AI and Machine Learning

Astrophysics has entered a new era of Big Data surveys, like LSST, which promise to revolutionise our understanding of how the Universe evolves over cosmic time. However, the analysis of the prodigious data volumes expected from such surveys will likely render traditional methods inadequate, making it necessary to augment or even replace classical techniques using artifical intelligence (AI) and machine-learning algorithms. Here, we consider an example of such a data-analysis problem: the automated morphological analysis of tens of thousands of galaxies, in images that are similar to what will be available from the LSST.


Example - morphological analysis of galaxies using unsupervised machine learning

Galaxy morphology is critical not only for the full spectrum of galaxy evolution studies, but is also a key parameter for a wide array of astrophysical science, e.g. as a prior for photometric redshift pipelines and as contextual data for transient lightcurve classifications. LSST offers an unprecedented opportunity for the morphological analysis of galaxies (and structures like low-surface-brightness tidal features), down to lower stellar masses and fainter surface brightnesses than ever before.

However, the unprecedented LSST data volumes will make traditional methods of classification, like visual inspection (Willett et al. 2015) challenging, even using massively-distributed systems like Galaxy Zoo (Lintott et al. 2011). The short cadence of LSST may pose an additional hurdle, because repeatedly producing training sets that are required for supervised machine-learning also becomes impractical. For Big Data surveys like LSST, unsupervised machine learning (UML) offers an ideal method for morphological analysis.

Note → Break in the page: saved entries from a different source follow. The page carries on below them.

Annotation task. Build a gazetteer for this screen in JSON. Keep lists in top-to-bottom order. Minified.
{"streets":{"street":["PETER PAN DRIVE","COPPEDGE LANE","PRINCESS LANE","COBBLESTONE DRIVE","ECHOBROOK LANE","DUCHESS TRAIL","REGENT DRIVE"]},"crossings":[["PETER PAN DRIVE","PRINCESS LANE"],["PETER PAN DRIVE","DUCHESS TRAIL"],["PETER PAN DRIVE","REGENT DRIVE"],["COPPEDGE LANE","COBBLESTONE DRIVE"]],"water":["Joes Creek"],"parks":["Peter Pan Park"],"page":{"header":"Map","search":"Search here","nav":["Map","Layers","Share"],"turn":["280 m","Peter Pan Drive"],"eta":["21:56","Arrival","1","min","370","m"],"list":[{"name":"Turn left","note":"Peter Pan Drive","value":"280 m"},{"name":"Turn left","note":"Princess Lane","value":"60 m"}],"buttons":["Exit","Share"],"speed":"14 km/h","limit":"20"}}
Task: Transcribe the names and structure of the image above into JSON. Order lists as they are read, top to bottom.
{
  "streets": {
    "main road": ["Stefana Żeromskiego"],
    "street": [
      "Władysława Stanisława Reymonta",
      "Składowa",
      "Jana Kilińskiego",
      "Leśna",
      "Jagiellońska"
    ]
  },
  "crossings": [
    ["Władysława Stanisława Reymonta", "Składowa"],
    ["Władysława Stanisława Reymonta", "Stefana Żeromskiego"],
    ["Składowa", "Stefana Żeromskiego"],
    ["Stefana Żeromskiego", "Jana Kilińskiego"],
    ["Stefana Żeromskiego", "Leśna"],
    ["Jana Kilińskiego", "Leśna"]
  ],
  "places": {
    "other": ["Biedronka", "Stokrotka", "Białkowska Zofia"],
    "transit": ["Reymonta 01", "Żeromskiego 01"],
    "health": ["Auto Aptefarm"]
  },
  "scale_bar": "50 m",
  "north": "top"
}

An effective UML algorithm autonomously groups objects of similar morphology, thus compressing an arbitrarily large population into a small number of 'morphological clusters'. If these clusters exhibit high purity, they can then be (collectively) benchmarked using visual classification. Fig 1 shows an example of such a UML algorithm, implemented on both space-based HST (Hocking et al. 2018) and ground-based HSC (Martin et al. 2020) images.

Fig 1: Top two rows - the unsupervised machine-learning algorithm implemented on HST data produces clean separation of objects that are composed of pixels with different properties e.g. colour and texture. Bottom two rows: An implementation on ground-based images, from the Ultra-deep layer of the HSC-SSP DR1 (Martin et al. 2020). The HSC-SSP DR1 Ultradeep images have similar resolution to LSST and a depth that is similar to one of the LSST commissioning surveys and also its final Wide survey.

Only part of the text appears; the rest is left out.